• The problem
Write out all of the lines below, exactly and completely.

** Data to use follows **

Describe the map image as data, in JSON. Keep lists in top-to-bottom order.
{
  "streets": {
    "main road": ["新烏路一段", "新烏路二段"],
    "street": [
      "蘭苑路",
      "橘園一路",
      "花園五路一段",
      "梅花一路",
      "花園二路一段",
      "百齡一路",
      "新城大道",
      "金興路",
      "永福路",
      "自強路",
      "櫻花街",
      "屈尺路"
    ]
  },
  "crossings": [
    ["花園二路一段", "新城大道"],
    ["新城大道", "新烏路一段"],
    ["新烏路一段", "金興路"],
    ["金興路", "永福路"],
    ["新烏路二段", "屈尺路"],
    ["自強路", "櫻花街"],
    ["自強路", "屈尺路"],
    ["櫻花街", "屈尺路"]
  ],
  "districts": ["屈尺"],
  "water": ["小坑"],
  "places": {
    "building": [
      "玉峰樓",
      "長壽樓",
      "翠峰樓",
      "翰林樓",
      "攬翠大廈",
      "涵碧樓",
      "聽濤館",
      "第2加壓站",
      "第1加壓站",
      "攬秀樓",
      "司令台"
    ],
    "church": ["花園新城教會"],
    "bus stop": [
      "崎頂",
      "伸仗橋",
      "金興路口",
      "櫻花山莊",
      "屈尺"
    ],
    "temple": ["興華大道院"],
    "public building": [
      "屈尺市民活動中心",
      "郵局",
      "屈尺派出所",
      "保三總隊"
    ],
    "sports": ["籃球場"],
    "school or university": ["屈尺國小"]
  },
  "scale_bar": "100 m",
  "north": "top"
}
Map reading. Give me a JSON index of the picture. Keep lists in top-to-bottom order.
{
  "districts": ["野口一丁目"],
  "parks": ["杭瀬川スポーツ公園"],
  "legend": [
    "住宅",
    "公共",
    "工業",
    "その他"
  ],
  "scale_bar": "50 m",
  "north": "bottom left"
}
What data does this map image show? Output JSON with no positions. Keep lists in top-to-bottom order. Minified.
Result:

** End of Data to use **

• Your response
Describe the map image as data, in JSON. Keep lists in top-to-bottom order.
{
  "streets": {
    "main road": ["新烏路一段", "新烏路二段"],
    "street": [
      "蘭苑路",
      "橘園一路",
      "花園五路一段",
      "梅花一路",
      "花園二路一段",
      "百齡一路",
      "新城大道",
      "金興路",
      "永福路",
      "自強路",
      "櫻花街",
      "屈尺路"
    ]
  },
  "crossings": [
    ["花園二路一段", "新城大道"],
    ["新城大道", "新烏路一段"],
    ["新烏路一段", "金興路"],
    ["金興路", "永福路"],
    ["新烏路二段", "屈尺路"],
    ["自強路", "櫻花街"],
    ["自強路", "屈尺路"],
    ["櫻花街", "屈尺路"]
  ],
  "districts": ["屈尺"],
  "water": ["小坑"],
  "places": {
    "building": [
      "玉峰樓",
      "長壽樓",
      "翠峰樓",
      "翰林樓",
      "攬翠大廈",
      "涵碧樓",
      "聽濤館",
      "第2加壓站",
      "第1加壓站",
      "攬秀樓",
      "司令台"
    ],
    "church": ["花園新城教會"],
    "bus stop": [
      "崎頂",
      "伸仗橋",
      "金興路口",
      "櫻花山莊",
      "屈尺"
    ],
    "temple": ["興華大道院"],
    "public building": [
      "屈尺市民活動中心",
      "郵局",
      "屈尺派出所",
      "保三總隊"
    ],
    "sports": ["籃球場"],
    "school or university": ["屈尺國小"]
  },
  "scale_bar": "100 m",
  "north": "top"
}
Map reading. Give me a JSON index of the picture. Keep lists in top-to-bottom order.
{
  "districts": ["野口一丁目"],
  "parks": ["杭瀬川スポーツ公園"],
  "legend": [
    "住宅",
    "公共",
    "工業",
    "その他"
  ],
  "scale_bar": "50 m",
  "north": "bottom left"
}
What data does this map image show? Output JSON with no positions. Keep lists in top-to-bottom order. Minified.
Result:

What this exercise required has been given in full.